Le parole del presidente della Legabasket, il bilancio delle Final Eight di Pesaro e la situazione del basket italiano

Come di consuetudine, alla vigilia della finale, c’è stata la conferenza stampa di Umberto Gandini, sul bilancio delle Final Eight e non solo. “Si è cominciato a ritornare a respirare l’atmosfera a cui siamo abituati – le parole del presidente di LBA – Con l’aumento della capienza solo venerdì sera, non è stato possibile fare promozione, ma siamo soddisfatti della risposta del pubblico. Più o meno arriveremo a 14.000 spettatori, circa al 50% rispetto a quello del 2020 con capienza piena”.

È stata la prima Final Eight partita da mercoledì, con il giorno di riposo: “Nell’organizzare le Final Eight avevamo pianificato attività per riempire il venerdì, poi saltate per i problemi legati alla pandemia. Non è cambiato molto a livello di biglietteria, mentre dal punto di vista delle squadre almeno non si è lamentato nessuno. Nella mia personale opinione, verrà ripetuta”.

Si è parlato del calendario affollato: “Il problema è evidente. Mi rendo conto che ho delle squadre che giocano 90 partite ed altre 34 o 30. Sarebbe bellissimo avere un calendario coordinato, dove tutti rispettano tutti. Da vent’anni, nel basket c’è una competizione privata che occupa il calendario. Noi ci muoviamo nel nostro spazio, ma se il tema non lo risolvono sopra… Io cerco di tenere in considerazione le esigenze di tutte le squadre”. Non sono in programmi blocchi delle retrocessioni: “Io penso che il campionato debba finire con le regole con cui è iniziato e non è arrivata nessuna richiesta specifica alla LBA”.
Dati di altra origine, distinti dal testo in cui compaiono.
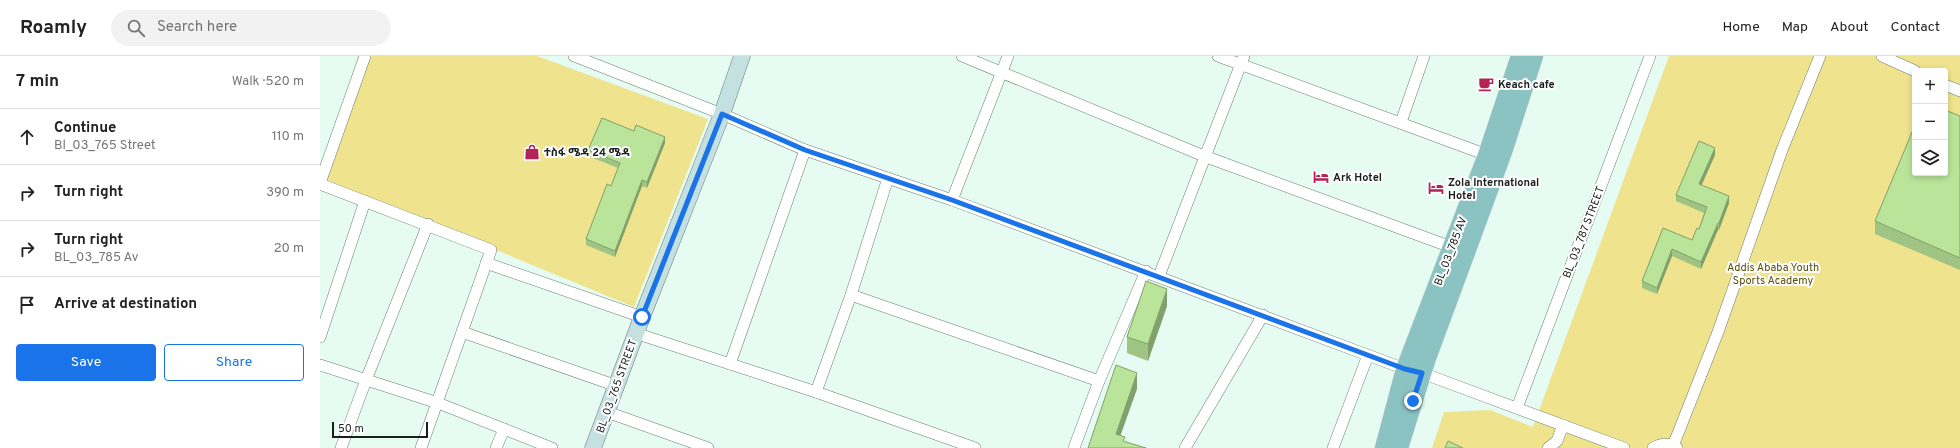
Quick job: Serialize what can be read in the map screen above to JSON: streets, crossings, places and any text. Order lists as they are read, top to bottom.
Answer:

Il presidente Gandini ha ribadito la sua insoddisfazione sulla questione ristori ed ha poi fatto un bilancio dei suoi primi due anni di presidenza: “Sono soddisfatto, perché in questi due anni ho solo avuto a che fare col Covid. Nonostante questo abbiamo tenuto una stagione a porte chiuse, una situazione complessa dal punto di vista delle norme, mantenuto i numeri sull’audience televisiva e abbiamo un po’ beneficiato del traino della Nazionale, con i buoni risultati ottenuti a Tokyo. Pensiamo di essere sulla strada giusta, ma andrà verificato quando si tornerà al 100%”.